The Soffers then filed this ejectment action against Sun Oil and James Beech in the Court of Common Pleas of Allegheny County. The complaint asserted that the “amendment and ratification” constituted a cancellation of the existing 1951 lease and that the Soffers were entitled to possession of the property and damages of $240 a month from January 1, 1975, the effective date of cancellation.

Sun Oil responded by raising a single, preliminary objection, which is the subject of this appeal. 4 Sun Oil asserted that the Soffers’ complaint failed to state a cause of action in ejectment because it did not allege that the Soffers had ever entered into possession of the property and were thereafter ousted. Sun Oil claimed that the complaint could not be amended to include such an allegation and, therefore, that the complaint should be dismissed without leave to amend. The trial court sustained Sun Oil’s objection and dismissed the complaint. On appeal, the Superior Court *260 affirmed without opinion. This Court then granted allowance of appeal.

II

It has never been doubted that a tenant who has been in possession of his leasehold but who is subsequently ousted may bring an action in ejectment to regain possession for the duration of his term. He may do so whether the wrongful possessor is his landlord or a third party. 13 Stnd.Pa.Prac. Ch. 67, § 35 (1957). Indeed, ejectment was originally developed as a remedy for tenants wrongfully dispossessed of their estates. Dice v. Reese, 342 Pa. 379, 385, 21 A.2d 89, 92 (1941); 3 W. Blackstone, Commentaries * 199. We are faced today only with the question of whether a lessee who has never been in possession but who is. entitled to immediate possession, should be permitted the same remedy. 5

The common law originally denied ejectment to the lessee who had never been in possession. And a handful of cases in this Commonwealth, most of them now musty with age, have acknowledged this restriction. The trial court, in dismissing the Soffers’ complaint, relied on the two most recent of these cases, Barnsdall v. Bradford Gas Co., 225 Pa. 338, 74 A. 207 (1909) and Dime Bank and Trust Company of Pittston v. Walsh, 143 Pa.Super. 189, 17 A.2d 728 (1940). In Barnsdall this Court noted the existence of the rule that a lessee could not maintain ejectment prior to entry. Barnsdall, however, distinguished the rule and upheld an ejectment action by a lessee of mineral rights who had never entered into possession.

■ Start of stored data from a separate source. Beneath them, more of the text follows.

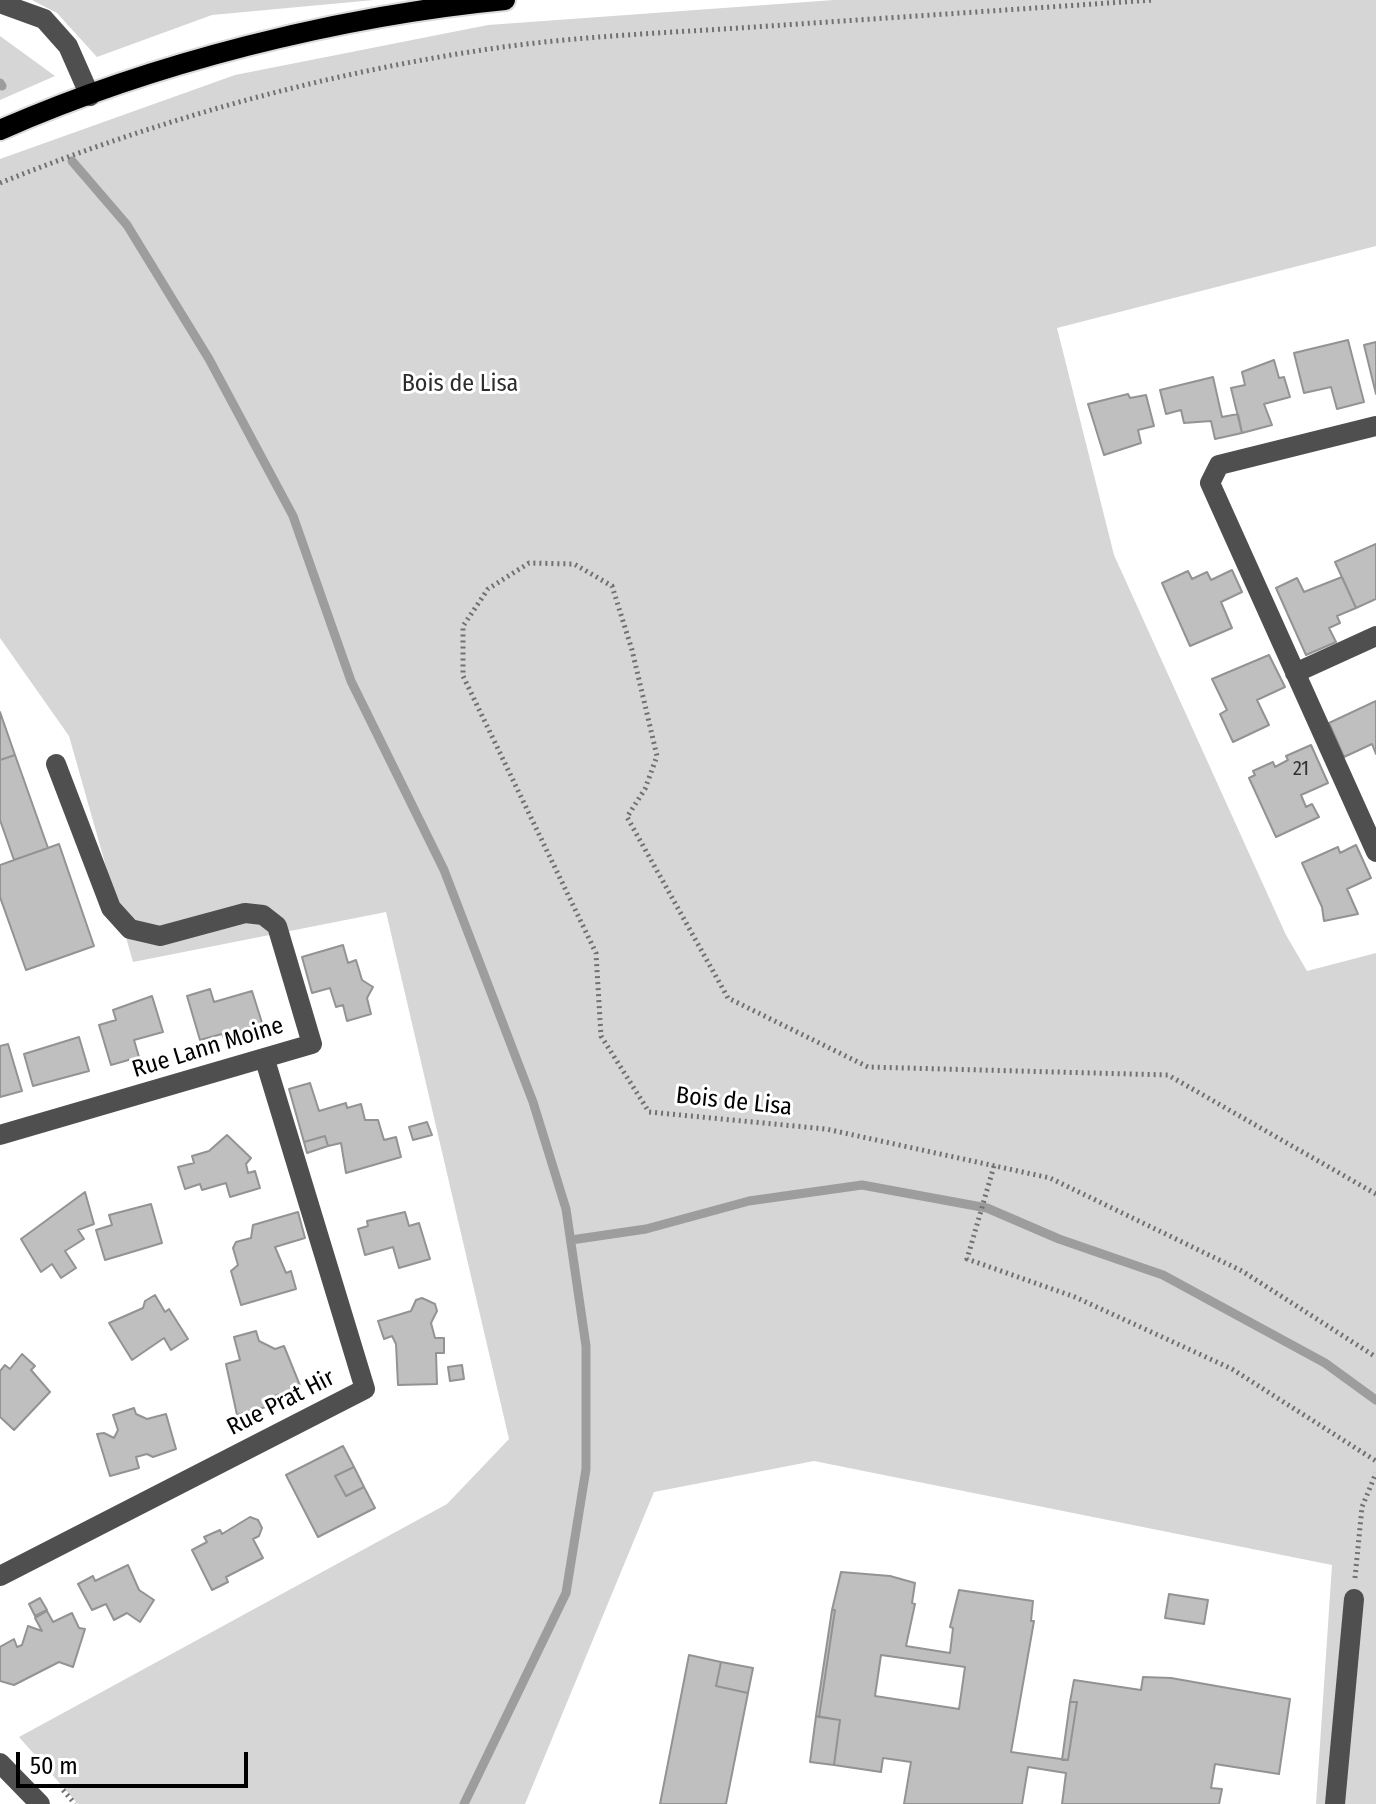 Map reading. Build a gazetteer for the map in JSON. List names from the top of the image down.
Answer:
{
  "streets": {
    "street": ["Rue Lann Moine", "Rue Prat Hir"],
    "path": ["Bois de Lisa"]
  },
  "crossings": [
    ["Rue Lann Moine", "Rue Prat Hir"]
  ],
  "parks": ["Bois de Lisa"],
  "house_numbers": ["21"],
  "scale_bar": "50 m"
} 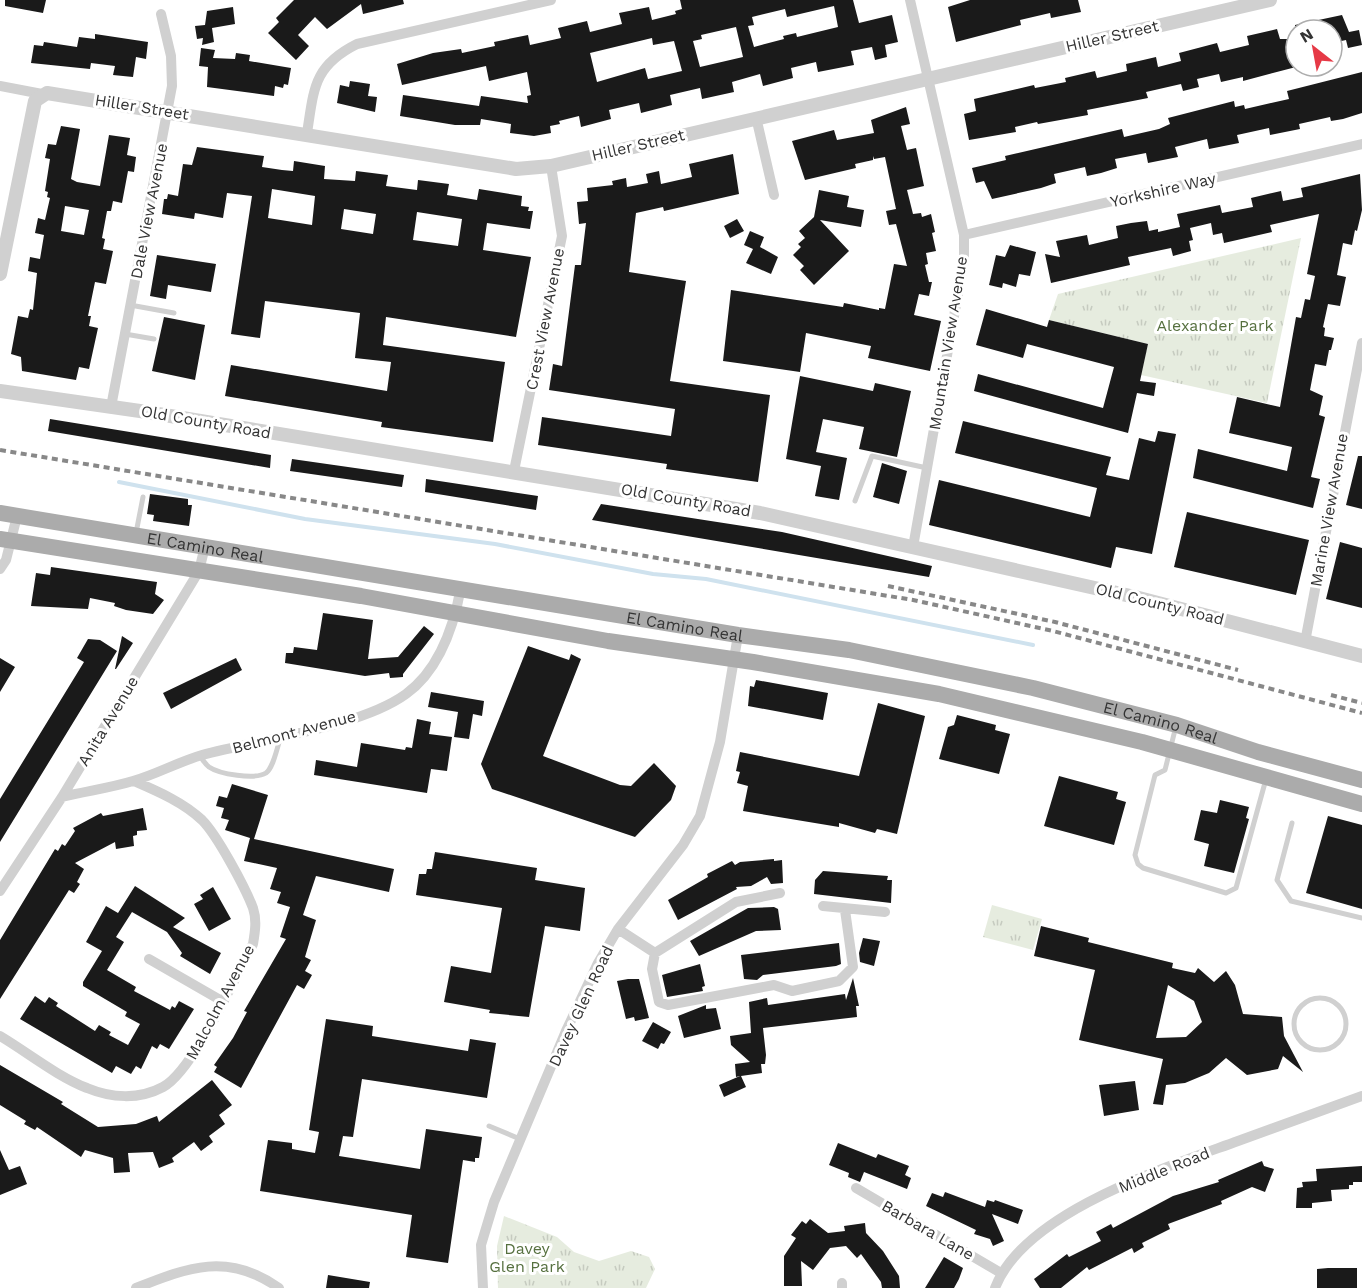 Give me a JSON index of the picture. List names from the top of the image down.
{
  "streets": {
    "main road": ["El Camino Real"],
    "street": [
      "Hiller Street",
      "Yorkshire Way",
      "Dale View Avenue",
      "Crest View Avenue",
      "Mountain View Avenue",
      "Old County Road",
      "Marine View Avenue",
      "Anita Avenue",
      "Belmont Avenue",
      "Malcolm Avenue",
      "Davey Glen Road",
      "Middle Road",
      "Barbara Lane"
    ]
  },
  "crossings": [
    ["Hiller Street", "Dale View Avenue"],
    ["Hiller Street", "Crest View Avenue"],
    ["Hiller Street", "Mountain View Avenue"],
    ["Yorkshire Way", "Mountain View Avenue"],
    ["Dale View Avenue", "Old County Road"],
    ["Crest View Avenue", "Old County Road"],
    ["Mountain View Avenue", "Old County Road"],
    ["Old County Road", "Marine View Avenue"],
    ["El Camino Real", "Anita Avenue"],
    ["El Camino Real", "Belmont Avenue"],
    ["El Camino Real", "Davey Glen Road"],
    ["Anita Avenue", "Belmont Avenue"],
    ["Belmont Avenue", "Malcolm Avenue"],
    ["Middle Road", "Barbara Lane"]
  ],
  "parks": ["Alexander Park", "Davey Glen Park"],
  "north": "top left"
} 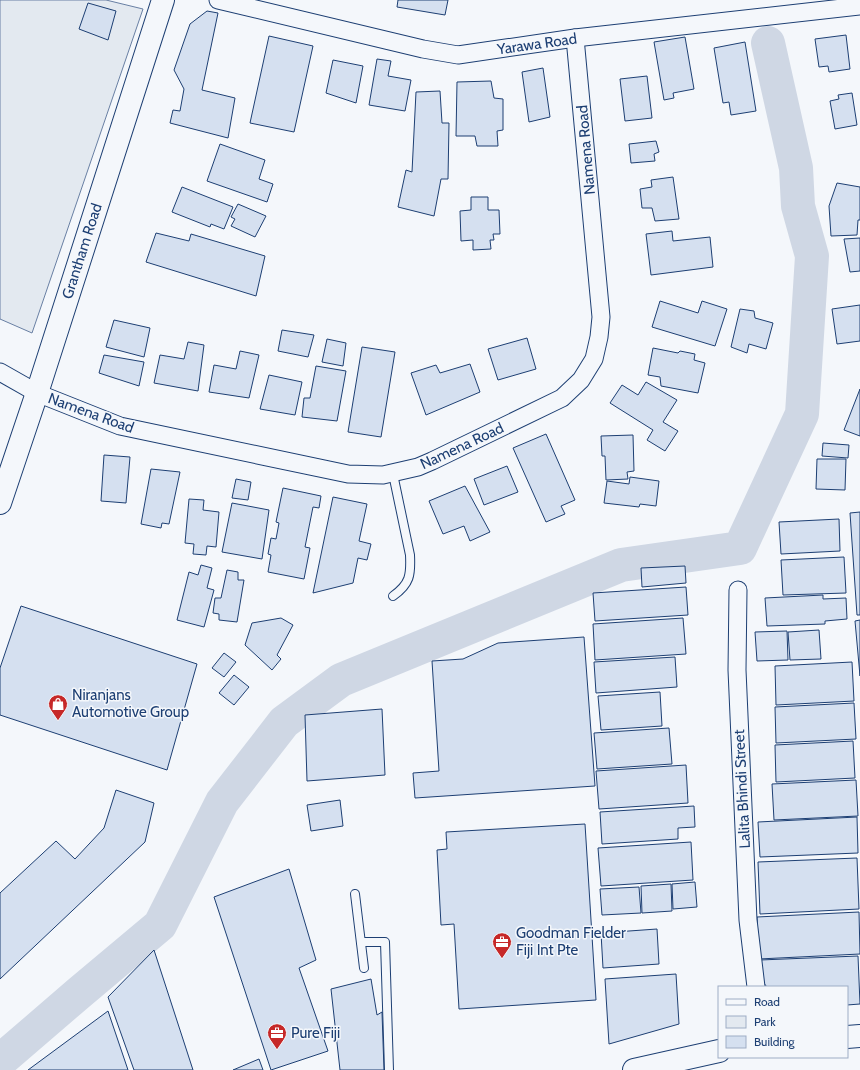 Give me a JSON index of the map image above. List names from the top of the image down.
{
  "streets": {
    "main road": ["Grantham Road"],
    "street": ["Yarawa Road", "Namena Road", "Lalita Bhindi Street"]
  },
  "crossings": [
    ["Yarawa Road", "Namena Road"],
    ["Namena Road", "Grantham Road"]
  ],
  "places": {
    "shop": ["Niranjans Automotive Group"],
    "office": ["Goodman Fielder Fiji Int Pte", "Pure Fiji"]
  },
  "legend": ["Road", "Park", "Building"]
} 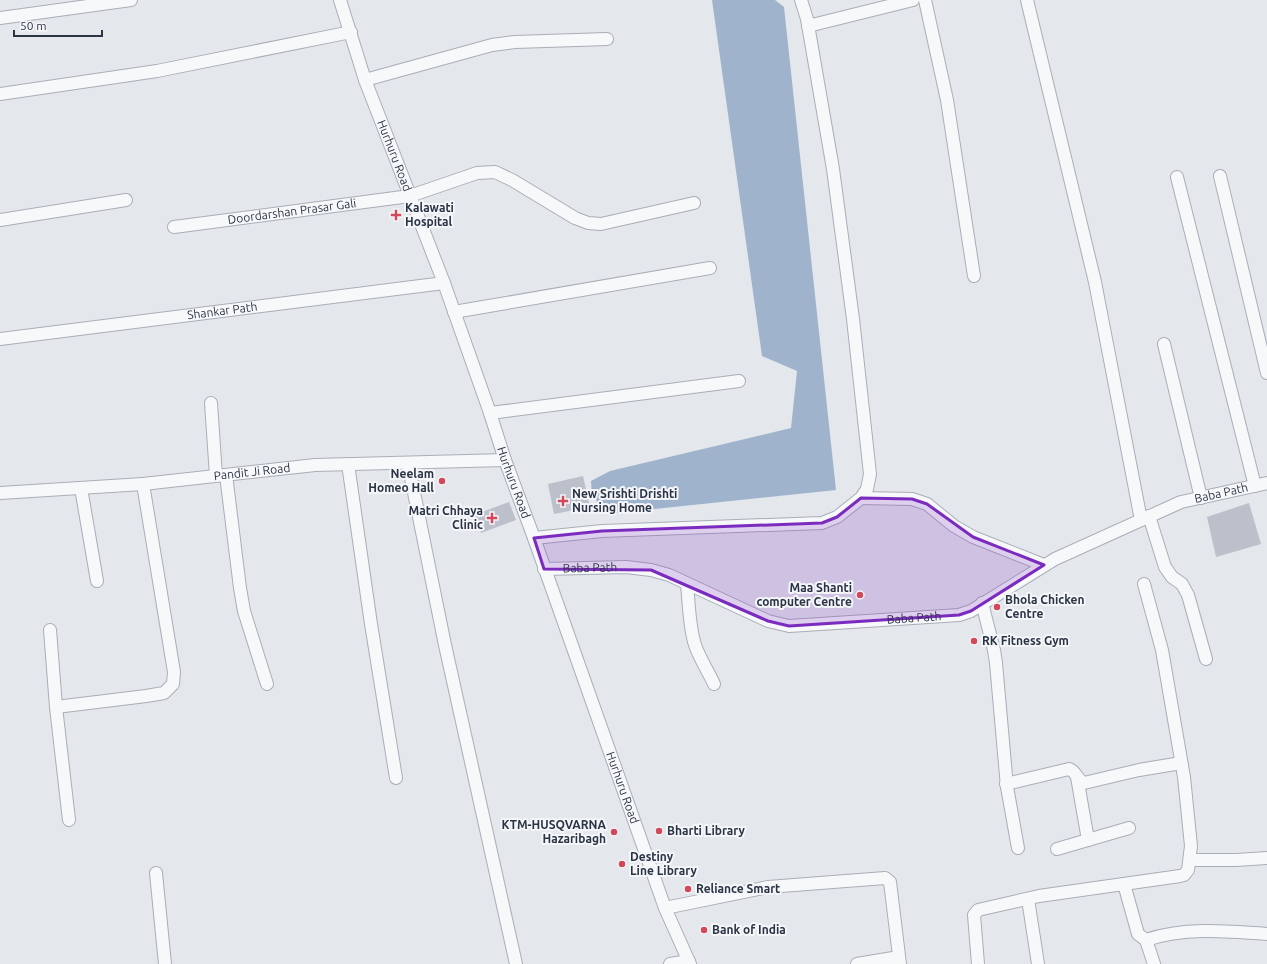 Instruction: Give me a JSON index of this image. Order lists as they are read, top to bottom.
{
  "streets": {
    "street": [
      "Hurhuru Road",
      "Doordarshan Prasar Gali",
      "Shankar Path",
      "Pandit Ji Road",
      "Baba Path"
    ]
  },
  "crossings": [
    ["Hurhuru Road", "Doordarshan Prasar Gali"],
    ["Hurhuru Road", "Shankar Path"],
    ["Hurhuru Road", "Pandit Ji Road"],
    ["Hurhuru Road", "Baba Path"]
  ],
  "places": {
    "health": ["Kalawati Hospital", "New Srishti Drishti Nursing Home", "Matri Chhaya Clinic"],
    "other": [
      "Neelam Homeo Hall",
      "Maa Shanti computer Centre",
      "Bhola Chicken Centre",
      "RK Fitness Gym",
      "Bharti Library",
      "KTM-HUSQVARNA Hazaribagh",
      "Destiny Line Library",
      "Reliance Smart",
      "Bank of India"
    ]
  },
  "scale_bar": "50 m"
} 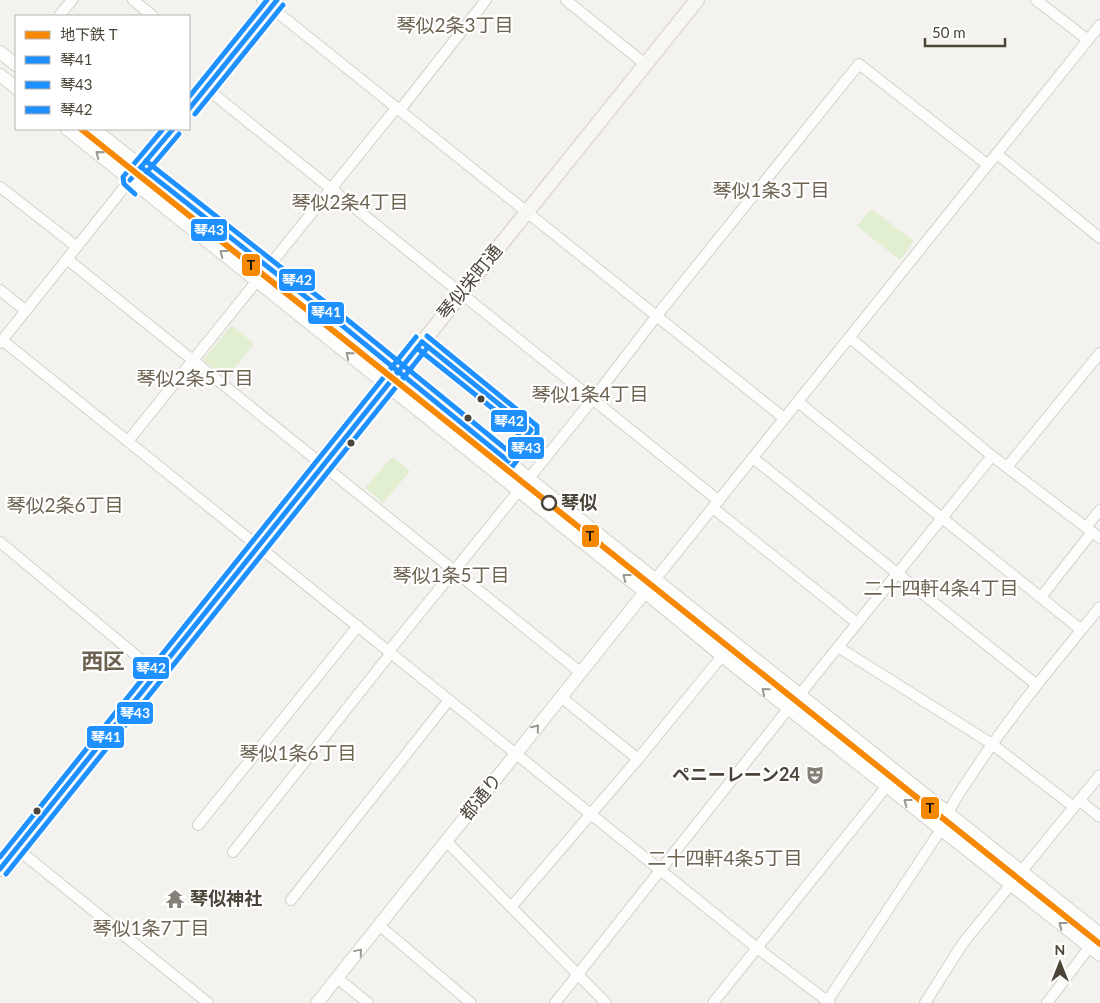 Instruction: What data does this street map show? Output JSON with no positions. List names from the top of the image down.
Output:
{
  "streets": {
    "main road": ["琴似栄町通"],
    "street": ["都通り"]
  },
  "districts": [
    "琴似2条3丁目",
    "琴似1条3丁目",
    "琴似2条4丁目",
    "琴似2条5丁目",
    "琴似1条4丁目",
    "琴似2条6丁目",
    "琴似1条5丁目",
    "二十四軒4条4丁目",
    "西区",
    "琴似1条6丁目",
    "二十四軒4条5丁目",
    "琴似1条7丁目"
  ],
  "places": {
    "other": ["琴似"],
    "theatre": ["ペニーレーン24"],
    "temple": ["琴似神社"]
  },
  "lines": [
    "transit line 琴41",
    "transit line 琴42",
    "transit line 琴43",
    "metro line T"
  ],
  "legend": [
    "地下鉄 T",
    "琴41",
    "琴43",
    "琴42"
  ],
  "scale_bar": "50 m",
  "north": "top"
} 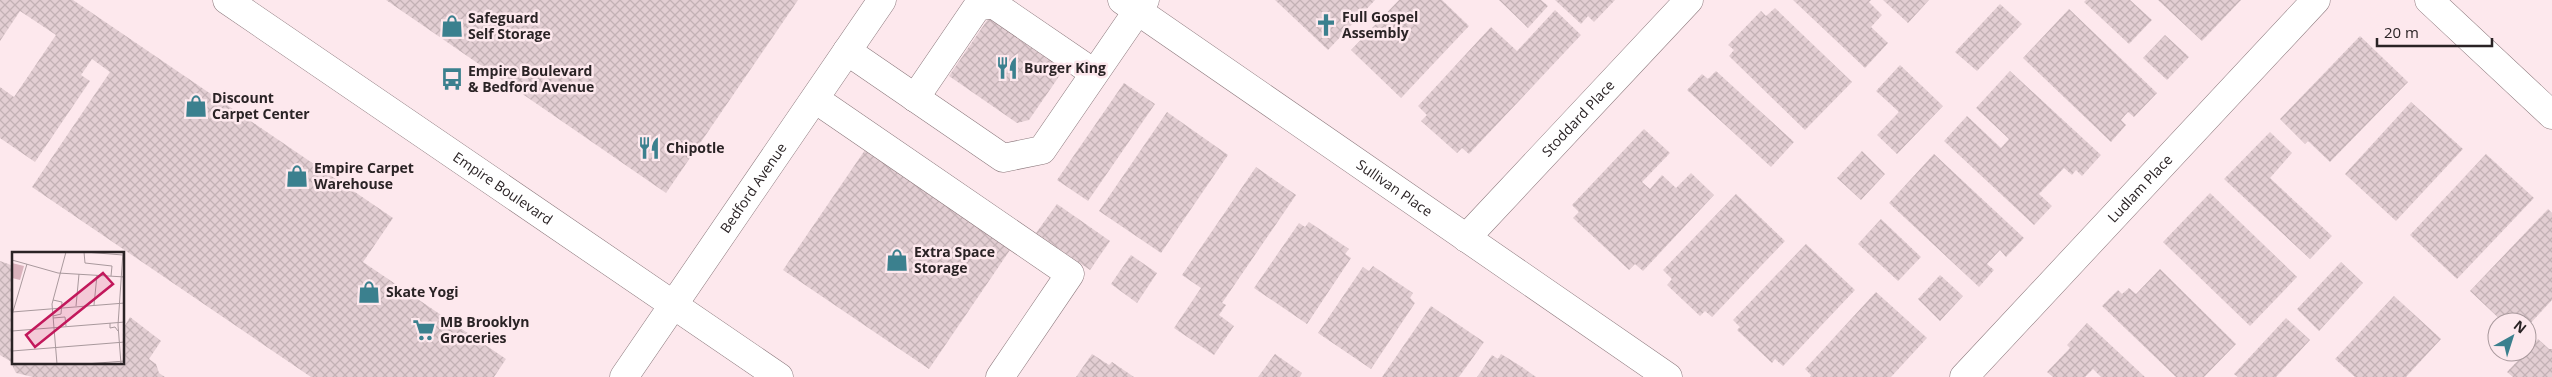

In Dime Bank the Superior Court followed the rule and elaborated on its history:

*261 “The court below . . . held, and in our opinion correctly, that as plaintiff had only a leasehold interest in the lot of land, and had never entered into possession, it could not bring ejectment to obtain possession. The history of the action of ejectment given in Blackstone’s Commentaries (Book III, pp. 199-206) shows that a tenant for years must have been in possession under his lease and been ousted before he can bring ejectment. In fact, a lessee did not become a tenant for years, until after he entered ‘by force of the lease’: Littleton’s Tenures (Edited by Wambaugh), Book I, chap. VII, p. 26.”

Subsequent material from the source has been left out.